Ah, I see. You wish me to give a report on what motion pictures made the most money over the weekend. Good thinking. You know those lousy Reds would never do such a thing.
At any rate, the number one picture for this past weekend is some sort of nonsense word. A Zootopia? That’s ridiculous. And this weekend gross sounds made up. $73.7 million? Movie tickets only cost about fifty cents a pop. They couldn’t possibly…
Tickets cost how much now? Inflation?
OK, then, number two is something called London Has Fallen. I am guessing that’s some kind of World War II epic. God knows those folks would all be goose-stepping all over their island if we hadn’t come along then. $21.7 million for that period piece. American muscle and know-how always keeps the world safe. That’s why I’m sure that whole Vietnam thing will turn out well.
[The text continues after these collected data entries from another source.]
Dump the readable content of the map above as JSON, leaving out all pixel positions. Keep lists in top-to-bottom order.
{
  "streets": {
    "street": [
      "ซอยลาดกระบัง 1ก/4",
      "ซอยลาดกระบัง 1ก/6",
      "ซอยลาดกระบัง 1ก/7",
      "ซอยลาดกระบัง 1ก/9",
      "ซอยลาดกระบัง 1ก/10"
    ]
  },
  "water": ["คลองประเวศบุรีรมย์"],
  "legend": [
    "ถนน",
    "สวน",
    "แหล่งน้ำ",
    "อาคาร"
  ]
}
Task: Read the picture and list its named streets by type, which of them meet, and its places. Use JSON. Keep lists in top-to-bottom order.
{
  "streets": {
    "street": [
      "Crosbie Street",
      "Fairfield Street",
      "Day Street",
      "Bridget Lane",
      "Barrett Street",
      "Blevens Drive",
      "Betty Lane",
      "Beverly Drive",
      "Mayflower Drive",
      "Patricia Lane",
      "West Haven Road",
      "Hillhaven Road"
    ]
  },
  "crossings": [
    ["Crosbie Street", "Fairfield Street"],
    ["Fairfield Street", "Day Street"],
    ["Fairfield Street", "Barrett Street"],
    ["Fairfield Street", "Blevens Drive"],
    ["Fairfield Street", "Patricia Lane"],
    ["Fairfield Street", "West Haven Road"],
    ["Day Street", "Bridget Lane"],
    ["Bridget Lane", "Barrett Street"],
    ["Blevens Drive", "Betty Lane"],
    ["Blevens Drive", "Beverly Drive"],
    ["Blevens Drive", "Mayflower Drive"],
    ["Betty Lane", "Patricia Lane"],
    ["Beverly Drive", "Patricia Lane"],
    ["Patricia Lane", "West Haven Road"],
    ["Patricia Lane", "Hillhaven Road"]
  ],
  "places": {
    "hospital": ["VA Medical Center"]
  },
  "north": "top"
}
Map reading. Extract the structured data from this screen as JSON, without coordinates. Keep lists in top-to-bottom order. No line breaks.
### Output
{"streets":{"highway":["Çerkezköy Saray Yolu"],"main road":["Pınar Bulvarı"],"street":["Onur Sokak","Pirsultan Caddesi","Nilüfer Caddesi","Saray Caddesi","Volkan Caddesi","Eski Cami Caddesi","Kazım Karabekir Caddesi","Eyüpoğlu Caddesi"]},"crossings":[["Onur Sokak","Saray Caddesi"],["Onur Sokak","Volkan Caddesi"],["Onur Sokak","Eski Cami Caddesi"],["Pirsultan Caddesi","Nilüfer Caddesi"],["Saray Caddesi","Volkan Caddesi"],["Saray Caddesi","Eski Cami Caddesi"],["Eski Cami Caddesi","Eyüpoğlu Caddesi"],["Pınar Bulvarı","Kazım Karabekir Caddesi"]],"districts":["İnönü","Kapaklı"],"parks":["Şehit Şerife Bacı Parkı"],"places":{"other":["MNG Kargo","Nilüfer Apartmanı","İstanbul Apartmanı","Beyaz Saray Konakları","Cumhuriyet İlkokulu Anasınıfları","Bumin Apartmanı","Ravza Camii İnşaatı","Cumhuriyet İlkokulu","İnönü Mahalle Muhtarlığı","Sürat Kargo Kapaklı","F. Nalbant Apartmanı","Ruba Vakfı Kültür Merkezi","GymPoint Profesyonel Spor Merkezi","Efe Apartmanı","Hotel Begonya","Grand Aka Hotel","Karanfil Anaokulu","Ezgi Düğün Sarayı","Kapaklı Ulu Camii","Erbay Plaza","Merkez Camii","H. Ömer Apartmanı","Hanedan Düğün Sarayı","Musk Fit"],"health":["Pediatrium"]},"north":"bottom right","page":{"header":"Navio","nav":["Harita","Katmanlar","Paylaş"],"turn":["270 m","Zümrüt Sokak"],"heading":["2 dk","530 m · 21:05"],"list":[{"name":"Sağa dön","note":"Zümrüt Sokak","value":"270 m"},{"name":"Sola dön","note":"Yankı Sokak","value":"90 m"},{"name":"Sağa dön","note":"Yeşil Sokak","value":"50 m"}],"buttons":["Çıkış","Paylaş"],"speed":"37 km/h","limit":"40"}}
Wait…what is a deadpool, and how does it get third place with $16.4 million?
Whiskey Tango Foxtrot earned fourth. Say, do you think the people who made this movie are aware what that movie’s initials suggest? You can’t put that in a movie. It wouldn’t be decent. Still, $7.6 million is a rather impressive amount, though not as much as the history story or the whatever a zootopia is.
And finally, we have Gods of Egypt with $5 million. That’s a weird title for a biblical epic. Probably something from the Cecil B DeMille school of filmmaking.
What’s that? Go back? Why would I want to do that? This Internet thing has shown me a place where I can increase the size of my manhood while looking at photos of lots of naked women. Do you know how hard it is to get those sorts of services where I come from?
Yeah, he’s a Watson alright.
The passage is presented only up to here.